Temporal lobe epilepsy (TLE) is a seizure disorder that may arise months to years after certain brain injuries. Once developed, TLE is difficult to treat. A current NIH benchmark for epilepsy research includes a better understanding of why patients develop TLE. Towards that end, epilepsy researchers must understand the role of non-electrical cell types in the brain, like the astrocyte, in the epilepsy development process. Astrocytes have the ability to directly alter neuronal transmission. Seizures result from the synchronous activation of a population of neurons. Understanding the mechanisms that astrocytes utilize to sense and manipulate neuronal activity may uncover new therapies to dampen neuronal activity and reduce seizures. The overall goal of the project is to better understand the downstream activity of a receptor which emerges on the astrocyte in multiple animal models of TLE. This receptor, known as mGluR5, represents a means for the astrocyte to sense neuronal activity. In response to neuronal activity, mGluR5 promotes increased calcium activity in the astrocyte. However, the potential consequences of astrocyte calcium activity in TLE are not well understood.
A first aim will determine which stages of TLE development could be impacted by astrocyte mGluR5 activity.

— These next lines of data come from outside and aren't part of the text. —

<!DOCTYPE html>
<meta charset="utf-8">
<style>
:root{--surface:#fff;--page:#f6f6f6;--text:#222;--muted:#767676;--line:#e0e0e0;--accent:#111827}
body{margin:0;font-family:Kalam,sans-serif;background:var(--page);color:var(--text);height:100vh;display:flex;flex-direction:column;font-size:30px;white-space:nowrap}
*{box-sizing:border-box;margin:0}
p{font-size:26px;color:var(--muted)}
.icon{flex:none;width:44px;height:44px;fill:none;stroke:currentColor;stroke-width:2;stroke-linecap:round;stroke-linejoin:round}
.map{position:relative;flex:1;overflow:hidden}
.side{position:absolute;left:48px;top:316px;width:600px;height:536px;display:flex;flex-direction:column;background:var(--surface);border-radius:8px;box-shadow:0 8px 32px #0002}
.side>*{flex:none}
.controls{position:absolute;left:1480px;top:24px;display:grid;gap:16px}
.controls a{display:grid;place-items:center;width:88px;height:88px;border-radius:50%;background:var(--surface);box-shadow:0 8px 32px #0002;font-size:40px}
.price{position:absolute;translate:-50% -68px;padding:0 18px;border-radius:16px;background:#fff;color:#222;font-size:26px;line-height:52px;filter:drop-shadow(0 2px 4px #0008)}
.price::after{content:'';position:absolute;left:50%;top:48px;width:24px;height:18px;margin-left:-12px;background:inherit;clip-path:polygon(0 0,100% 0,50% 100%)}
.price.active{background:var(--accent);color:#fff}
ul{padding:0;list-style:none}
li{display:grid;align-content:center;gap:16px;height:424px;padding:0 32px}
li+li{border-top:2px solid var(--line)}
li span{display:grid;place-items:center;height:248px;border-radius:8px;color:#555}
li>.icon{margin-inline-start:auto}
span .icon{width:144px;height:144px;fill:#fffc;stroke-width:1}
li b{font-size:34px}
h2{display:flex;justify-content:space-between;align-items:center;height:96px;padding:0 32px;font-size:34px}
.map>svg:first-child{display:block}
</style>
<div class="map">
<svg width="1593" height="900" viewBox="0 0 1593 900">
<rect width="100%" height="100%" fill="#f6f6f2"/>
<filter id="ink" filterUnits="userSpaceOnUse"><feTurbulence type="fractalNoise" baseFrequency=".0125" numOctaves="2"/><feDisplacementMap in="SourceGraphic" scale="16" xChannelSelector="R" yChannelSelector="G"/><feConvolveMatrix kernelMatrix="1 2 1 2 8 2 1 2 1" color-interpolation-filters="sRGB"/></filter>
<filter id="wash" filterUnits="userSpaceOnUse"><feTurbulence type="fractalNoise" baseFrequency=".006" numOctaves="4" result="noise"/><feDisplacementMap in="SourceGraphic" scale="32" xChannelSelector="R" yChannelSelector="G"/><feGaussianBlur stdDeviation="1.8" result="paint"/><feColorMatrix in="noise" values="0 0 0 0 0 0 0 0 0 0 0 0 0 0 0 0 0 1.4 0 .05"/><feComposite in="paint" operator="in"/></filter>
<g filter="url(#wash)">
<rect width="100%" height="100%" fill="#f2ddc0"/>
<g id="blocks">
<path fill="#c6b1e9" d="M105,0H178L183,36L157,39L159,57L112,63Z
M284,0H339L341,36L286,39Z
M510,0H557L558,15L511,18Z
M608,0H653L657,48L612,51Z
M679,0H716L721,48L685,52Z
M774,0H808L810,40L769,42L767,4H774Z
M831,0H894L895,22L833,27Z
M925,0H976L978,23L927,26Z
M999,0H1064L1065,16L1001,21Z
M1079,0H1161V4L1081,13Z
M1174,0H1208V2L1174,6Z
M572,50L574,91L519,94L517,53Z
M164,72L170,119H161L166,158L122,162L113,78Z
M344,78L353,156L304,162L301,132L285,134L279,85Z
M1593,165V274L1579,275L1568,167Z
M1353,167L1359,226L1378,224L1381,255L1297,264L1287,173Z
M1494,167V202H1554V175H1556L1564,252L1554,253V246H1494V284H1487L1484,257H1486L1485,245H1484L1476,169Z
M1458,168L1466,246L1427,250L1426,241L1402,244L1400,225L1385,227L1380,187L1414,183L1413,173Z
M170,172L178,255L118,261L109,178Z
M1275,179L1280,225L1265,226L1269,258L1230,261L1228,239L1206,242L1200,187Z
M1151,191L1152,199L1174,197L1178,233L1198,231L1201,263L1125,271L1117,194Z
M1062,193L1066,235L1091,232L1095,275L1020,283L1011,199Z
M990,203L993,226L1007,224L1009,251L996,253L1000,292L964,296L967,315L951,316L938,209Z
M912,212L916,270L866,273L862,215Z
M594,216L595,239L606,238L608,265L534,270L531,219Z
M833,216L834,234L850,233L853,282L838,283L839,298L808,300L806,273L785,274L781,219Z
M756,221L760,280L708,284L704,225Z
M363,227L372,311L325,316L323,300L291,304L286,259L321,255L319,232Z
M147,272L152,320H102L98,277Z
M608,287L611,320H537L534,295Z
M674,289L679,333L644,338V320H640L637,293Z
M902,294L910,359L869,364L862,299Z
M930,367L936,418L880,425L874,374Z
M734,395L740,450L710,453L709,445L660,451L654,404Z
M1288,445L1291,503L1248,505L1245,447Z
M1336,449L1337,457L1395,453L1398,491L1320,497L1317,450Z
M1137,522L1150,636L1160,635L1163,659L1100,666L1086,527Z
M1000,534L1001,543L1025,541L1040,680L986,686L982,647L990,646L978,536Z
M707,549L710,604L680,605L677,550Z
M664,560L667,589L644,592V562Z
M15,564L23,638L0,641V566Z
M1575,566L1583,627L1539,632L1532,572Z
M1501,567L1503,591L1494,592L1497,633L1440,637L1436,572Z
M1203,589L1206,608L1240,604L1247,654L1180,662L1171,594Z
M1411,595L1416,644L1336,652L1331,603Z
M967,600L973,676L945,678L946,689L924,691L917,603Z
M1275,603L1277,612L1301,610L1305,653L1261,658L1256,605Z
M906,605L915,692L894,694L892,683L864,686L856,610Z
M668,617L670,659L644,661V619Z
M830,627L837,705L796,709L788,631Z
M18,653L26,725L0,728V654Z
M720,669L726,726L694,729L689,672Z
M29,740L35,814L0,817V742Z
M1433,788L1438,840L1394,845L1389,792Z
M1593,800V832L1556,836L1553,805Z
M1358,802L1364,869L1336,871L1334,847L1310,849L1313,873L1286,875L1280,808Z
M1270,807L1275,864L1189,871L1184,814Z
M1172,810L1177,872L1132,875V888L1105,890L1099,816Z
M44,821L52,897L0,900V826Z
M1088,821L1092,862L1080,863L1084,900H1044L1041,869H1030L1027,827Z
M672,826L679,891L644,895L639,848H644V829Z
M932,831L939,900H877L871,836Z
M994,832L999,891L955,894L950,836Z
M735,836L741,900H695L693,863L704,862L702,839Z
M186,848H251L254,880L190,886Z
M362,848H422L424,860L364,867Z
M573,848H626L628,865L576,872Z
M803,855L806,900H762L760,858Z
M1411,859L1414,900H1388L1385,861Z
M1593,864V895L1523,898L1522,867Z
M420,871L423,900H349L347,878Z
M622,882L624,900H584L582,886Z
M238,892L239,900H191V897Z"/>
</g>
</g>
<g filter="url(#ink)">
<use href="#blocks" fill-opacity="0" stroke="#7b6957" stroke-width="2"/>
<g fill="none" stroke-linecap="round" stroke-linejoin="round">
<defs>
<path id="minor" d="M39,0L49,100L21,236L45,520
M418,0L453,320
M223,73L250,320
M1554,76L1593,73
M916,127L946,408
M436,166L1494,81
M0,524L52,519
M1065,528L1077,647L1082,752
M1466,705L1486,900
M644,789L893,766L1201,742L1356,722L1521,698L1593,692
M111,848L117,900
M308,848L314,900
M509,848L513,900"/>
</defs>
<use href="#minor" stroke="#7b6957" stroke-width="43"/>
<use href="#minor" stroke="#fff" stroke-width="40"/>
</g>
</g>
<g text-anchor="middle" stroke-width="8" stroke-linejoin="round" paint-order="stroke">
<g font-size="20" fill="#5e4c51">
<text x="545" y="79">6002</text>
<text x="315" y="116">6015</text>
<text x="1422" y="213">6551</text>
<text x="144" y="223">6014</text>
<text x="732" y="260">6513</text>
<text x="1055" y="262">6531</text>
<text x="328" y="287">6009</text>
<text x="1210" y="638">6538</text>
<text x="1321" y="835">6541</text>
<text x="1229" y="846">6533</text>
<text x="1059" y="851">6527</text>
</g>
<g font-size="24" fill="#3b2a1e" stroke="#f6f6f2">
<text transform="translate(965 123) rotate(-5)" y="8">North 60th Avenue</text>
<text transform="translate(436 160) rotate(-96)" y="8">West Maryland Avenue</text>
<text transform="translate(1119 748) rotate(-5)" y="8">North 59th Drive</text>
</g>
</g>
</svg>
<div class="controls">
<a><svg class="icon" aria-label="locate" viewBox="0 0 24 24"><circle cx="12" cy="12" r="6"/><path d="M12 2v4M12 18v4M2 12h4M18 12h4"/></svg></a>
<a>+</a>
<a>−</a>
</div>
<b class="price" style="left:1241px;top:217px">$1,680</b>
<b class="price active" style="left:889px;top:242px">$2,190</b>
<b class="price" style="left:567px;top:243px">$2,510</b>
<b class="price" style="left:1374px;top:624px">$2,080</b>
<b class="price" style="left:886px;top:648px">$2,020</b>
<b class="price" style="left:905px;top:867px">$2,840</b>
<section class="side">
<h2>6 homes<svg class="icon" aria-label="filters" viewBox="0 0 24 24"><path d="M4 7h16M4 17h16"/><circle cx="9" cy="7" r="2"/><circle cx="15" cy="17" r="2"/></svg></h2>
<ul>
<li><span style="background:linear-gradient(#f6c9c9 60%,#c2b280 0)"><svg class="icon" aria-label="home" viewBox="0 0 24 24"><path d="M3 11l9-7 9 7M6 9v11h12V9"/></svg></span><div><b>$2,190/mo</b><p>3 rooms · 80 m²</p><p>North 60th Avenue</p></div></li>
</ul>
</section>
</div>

Imaging the calcium activity in astrocytes downstream of mGluR5 activation can give an indication of when this pathway is functional during TLE development.
A second aim will investigate a potential consequence of astrocyte mGluR5 activity. One suggested outcome of astrocyte mGluR5 activity is the closer physical enwrapping of neuronal synapses by the astrocyte. The potential impact of greater physical enwrapping includes a heightened ability of astrocytes to sequester neuronal glutamate, once released. In effect, this heighted glutamate sequestration could reduce excitability and represent a natural response of the brain to injury. Greater physical enwrapping can be observed with high-resolution electron microscopy techniques. An important question is whether the benefits of enwrapping persist after injury. If response mechanisms like enwrapping fail to continue after injury, it may help to explain why patients can develop epilepsy months to years after injury.
Physical interactions between cells in the brain are critical for proper brain function. Determining how and why cells interact differently in the brain following injury is an important component in determining why patients develop diseases and disorders like epilepsy.